There are a lot of steps to getting a meal on the table, from deciding what to eat, making shopping lists, going to the supermarket, making the meal, setting the table, eating it and cleaning up. Here are some tips to get everyone involved and excited about meals:
Decide what to eat
When you wake up on Saturday morning, get the kids involved with what you’re going to have for dinner. Ask them what they want, making sure to include all of the food groups.
Make the shopping list
Have the kids make the list. If they’ve started to write, have them write the list on paper. They’ll get to practice their penmanship and spelling. If they want to do it on the phone, that’s cool, too.
Go to the supermarket
Have the kids hold the list and show the parents where to go and what to get. They’ll be less bored, it’ll feel more like a scavenger hunt than a task and it’ll be more fun for everyone.
Make the meal
Have everyone involved in every step, as much as possible. Obviously, there are activities that little kids shouldn’t undertake, but let them try stuff out and get comfortable with being in the kitchen.
Set the table
Use the cloth napkins that you’re saving and never use. Get a little dressed up.
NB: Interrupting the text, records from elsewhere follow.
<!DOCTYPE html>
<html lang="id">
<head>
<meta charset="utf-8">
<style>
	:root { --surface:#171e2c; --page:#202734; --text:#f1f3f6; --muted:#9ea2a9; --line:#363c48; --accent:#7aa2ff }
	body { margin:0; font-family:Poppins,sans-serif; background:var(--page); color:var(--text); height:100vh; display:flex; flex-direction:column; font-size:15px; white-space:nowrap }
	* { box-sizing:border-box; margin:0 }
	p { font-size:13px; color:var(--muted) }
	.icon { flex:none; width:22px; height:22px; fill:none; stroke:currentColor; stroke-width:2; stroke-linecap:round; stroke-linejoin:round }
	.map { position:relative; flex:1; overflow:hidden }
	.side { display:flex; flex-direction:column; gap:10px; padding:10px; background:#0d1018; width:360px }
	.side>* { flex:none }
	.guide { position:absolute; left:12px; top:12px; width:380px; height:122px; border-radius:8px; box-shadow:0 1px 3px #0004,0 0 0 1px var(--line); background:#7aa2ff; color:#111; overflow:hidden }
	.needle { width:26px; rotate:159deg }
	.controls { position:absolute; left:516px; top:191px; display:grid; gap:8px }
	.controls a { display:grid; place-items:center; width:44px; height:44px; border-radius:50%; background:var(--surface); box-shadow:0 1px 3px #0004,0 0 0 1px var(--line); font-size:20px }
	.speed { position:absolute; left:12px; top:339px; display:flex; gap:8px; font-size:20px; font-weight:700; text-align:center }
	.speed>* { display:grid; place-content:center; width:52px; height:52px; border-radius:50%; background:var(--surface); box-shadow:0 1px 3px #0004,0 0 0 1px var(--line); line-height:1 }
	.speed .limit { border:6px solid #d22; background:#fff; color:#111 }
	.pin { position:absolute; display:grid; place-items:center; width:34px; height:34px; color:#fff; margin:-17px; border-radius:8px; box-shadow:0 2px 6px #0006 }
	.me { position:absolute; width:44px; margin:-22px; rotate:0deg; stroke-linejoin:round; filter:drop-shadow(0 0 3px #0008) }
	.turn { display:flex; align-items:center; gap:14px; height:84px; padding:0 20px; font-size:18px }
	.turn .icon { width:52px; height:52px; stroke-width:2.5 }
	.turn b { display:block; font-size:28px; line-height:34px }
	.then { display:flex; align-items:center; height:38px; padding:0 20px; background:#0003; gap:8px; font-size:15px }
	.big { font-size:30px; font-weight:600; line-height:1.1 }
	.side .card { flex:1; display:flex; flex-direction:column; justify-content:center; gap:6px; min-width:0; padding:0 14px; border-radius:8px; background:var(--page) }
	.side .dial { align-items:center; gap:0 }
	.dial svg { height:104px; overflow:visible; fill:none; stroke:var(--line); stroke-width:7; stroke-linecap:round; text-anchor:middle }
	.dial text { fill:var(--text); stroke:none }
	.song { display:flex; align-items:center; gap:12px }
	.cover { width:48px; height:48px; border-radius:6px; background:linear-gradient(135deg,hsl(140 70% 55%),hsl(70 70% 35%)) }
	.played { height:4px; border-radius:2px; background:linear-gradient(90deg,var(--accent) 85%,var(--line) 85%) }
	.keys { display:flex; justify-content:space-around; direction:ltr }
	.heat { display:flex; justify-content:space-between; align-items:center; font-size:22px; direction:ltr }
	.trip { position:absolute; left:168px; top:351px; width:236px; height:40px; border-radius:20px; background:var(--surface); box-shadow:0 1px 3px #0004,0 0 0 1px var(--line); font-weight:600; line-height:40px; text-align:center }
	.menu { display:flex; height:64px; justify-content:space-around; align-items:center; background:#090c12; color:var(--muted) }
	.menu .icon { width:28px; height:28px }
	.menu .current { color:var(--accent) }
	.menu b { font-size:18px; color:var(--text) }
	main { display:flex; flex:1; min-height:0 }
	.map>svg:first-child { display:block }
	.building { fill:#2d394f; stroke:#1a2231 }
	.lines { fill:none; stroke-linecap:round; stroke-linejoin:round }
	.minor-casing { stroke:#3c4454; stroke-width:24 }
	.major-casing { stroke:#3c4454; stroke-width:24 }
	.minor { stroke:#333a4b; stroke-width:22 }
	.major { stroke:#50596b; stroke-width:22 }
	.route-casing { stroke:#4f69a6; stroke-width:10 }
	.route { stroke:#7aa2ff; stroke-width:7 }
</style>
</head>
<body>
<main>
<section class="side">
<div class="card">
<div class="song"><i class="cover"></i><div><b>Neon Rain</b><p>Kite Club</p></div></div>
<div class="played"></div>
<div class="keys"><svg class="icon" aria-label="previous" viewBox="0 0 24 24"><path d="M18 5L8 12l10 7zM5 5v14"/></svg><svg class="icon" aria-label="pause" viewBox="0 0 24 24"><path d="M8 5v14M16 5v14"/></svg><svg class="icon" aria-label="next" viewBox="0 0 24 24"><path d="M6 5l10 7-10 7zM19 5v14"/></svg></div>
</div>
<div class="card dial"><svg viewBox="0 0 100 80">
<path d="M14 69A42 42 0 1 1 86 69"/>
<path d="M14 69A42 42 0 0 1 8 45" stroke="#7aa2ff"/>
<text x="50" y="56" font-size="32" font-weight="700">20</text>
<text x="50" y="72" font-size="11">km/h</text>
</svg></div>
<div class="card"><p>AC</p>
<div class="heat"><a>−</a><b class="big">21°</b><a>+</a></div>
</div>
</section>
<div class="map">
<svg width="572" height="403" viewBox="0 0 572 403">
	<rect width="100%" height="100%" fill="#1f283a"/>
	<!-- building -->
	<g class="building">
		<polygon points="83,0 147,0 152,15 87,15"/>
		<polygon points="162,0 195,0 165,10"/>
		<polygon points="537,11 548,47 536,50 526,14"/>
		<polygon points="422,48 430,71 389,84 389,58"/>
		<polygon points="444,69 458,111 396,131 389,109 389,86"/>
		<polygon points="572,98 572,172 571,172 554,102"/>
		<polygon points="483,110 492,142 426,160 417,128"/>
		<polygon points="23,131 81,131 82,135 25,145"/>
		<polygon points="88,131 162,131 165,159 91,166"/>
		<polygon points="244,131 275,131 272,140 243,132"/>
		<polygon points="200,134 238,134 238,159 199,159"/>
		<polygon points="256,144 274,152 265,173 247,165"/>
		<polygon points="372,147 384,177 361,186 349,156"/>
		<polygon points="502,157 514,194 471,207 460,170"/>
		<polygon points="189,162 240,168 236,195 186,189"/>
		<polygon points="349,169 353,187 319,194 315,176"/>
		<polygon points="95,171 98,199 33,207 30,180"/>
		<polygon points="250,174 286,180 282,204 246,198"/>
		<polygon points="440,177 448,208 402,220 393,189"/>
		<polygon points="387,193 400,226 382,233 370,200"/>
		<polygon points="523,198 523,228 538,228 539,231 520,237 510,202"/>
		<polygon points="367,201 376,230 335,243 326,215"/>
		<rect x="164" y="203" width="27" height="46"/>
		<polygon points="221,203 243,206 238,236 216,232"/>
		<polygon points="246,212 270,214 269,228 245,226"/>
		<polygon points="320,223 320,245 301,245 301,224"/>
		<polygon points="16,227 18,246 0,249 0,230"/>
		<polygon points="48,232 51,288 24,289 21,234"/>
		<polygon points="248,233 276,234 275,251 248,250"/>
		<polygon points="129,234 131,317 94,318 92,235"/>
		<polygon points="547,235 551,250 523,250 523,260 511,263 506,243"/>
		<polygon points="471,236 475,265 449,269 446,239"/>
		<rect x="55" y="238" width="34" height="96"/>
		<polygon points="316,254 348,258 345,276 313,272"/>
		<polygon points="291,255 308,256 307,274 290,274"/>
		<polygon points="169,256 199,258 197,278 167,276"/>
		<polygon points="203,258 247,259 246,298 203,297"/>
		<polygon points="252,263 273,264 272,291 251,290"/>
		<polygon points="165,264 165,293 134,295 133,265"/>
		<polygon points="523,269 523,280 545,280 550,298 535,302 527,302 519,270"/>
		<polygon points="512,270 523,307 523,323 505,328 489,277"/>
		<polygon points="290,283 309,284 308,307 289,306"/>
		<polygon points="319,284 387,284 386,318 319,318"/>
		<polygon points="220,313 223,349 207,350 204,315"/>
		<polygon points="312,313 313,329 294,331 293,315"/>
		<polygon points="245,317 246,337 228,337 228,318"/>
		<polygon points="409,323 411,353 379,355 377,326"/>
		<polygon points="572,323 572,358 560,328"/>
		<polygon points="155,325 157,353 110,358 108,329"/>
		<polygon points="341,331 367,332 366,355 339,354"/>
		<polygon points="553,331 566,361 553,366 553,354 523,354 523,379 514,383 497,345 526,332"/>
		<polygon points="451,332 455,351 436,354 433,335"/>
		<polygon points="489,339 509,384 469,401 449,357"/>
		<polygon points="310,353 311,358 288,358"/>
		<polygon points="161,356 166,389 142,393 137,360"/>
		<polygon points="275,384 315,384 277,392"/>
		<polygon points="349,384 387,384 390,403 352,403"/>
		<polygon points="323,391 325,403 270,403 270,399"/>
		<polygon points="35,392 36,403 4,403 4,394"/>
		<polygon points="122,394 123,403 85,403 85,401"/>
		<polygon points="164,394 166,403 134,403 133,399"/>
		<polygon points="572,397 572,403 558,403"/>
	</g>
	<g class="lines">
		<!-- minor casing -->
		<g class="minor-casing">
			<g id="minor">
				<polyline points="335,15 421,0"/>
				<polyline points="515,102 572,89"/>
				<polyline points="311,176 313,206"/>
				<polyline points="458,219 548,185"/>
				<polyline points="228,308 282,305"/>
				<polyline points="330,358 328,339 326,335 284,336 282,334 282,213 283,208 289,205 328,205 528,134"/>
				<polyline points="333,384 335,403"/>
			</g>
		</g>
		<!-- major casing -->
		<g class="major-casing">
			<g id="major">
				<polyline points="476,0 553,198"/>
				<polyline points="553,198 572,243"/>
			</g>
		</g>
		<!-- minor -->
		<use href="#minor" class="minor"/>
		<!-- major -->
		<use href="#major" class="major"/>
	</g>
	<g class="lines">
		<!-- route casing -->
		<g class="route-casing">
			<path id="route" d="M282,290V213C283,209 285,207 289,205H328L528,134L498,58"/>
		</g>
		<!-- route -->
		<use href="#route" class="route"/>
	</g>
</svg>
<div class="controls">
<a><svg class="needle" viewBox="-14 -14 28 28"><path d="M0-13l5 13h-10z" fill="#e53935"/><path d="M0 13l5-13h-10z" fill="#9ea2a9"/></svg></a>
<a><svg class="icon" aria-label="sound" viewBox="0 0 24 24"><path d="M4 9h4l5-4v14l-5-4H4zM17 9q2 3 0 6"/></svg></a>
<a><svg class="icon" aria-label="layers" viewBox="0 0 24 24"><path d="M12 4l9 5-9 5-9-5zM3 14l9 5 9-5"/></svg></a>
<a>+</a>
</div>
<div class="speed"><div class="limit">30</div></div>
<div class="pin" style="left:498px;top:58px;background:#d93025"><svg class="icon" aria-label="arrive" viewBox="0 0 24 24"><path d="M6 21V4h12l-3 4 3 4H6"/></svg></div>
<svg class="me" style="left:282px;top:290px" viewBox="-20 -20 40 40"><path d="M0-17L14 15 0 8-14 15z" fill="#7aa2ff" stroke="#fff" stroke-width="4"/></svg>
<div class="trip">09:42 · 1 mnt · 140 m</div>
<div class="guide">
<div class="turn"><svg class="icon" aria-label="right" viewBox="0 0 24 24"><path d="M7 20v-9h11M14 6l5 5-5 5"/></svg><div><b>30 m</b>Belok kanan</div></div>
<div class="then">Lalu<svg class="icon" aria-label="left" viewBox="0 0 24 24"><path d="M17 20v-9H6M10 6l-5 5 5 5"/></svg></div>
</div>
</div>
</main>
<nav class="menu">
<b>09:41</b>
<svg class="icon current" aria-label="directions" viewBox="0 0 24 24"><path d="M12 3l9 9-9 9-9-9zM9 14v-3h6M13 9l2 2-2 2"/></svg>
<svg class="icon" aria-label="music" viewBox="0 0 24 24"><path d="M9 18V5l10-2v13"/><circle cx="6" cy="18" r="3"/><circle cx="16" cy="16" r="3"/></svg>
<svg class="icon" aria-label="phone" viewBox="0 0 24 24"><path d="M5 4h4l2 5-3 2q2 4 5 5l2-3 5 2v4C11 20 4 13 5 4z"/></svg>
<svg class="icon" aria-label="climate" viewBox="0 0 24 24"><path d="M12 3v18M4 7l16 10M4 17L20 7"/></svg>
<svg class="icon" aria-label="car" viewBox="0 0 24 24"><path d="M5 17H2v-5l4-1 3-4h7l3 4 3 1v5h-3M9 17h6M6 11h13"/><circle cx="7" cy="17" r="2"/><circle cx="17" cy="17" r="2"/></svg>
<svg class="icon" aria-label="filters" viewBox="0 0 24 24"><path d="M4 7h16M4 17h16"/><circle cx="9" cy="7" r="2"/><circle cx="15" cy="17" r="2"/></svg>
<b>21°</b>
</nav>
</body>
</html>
Use the fancy plates or think of how to serve the food in a nice way. Make the meal feel more important than just shoving food in your mouths.
Eat the meal
We serve the meal in courses, like at a restaurant. First an appetizer, then vegetable, main course and dessert. If kids have four things on their plate, they’re going to choose what they like best to eat first and the broccoli gets left behind. If you front load the broccoli at the beginning and it’s the only thing in front of them, they’re more likely to eat it.
This is not a method to get healthy meals on the table quickly. In fact, it’s the opposite. It’s a way to elevate the importance of the meal and get everyone to feel ownership in it. When you give kids ownership over what they're going to eat, they'll eat anything. Adults, too.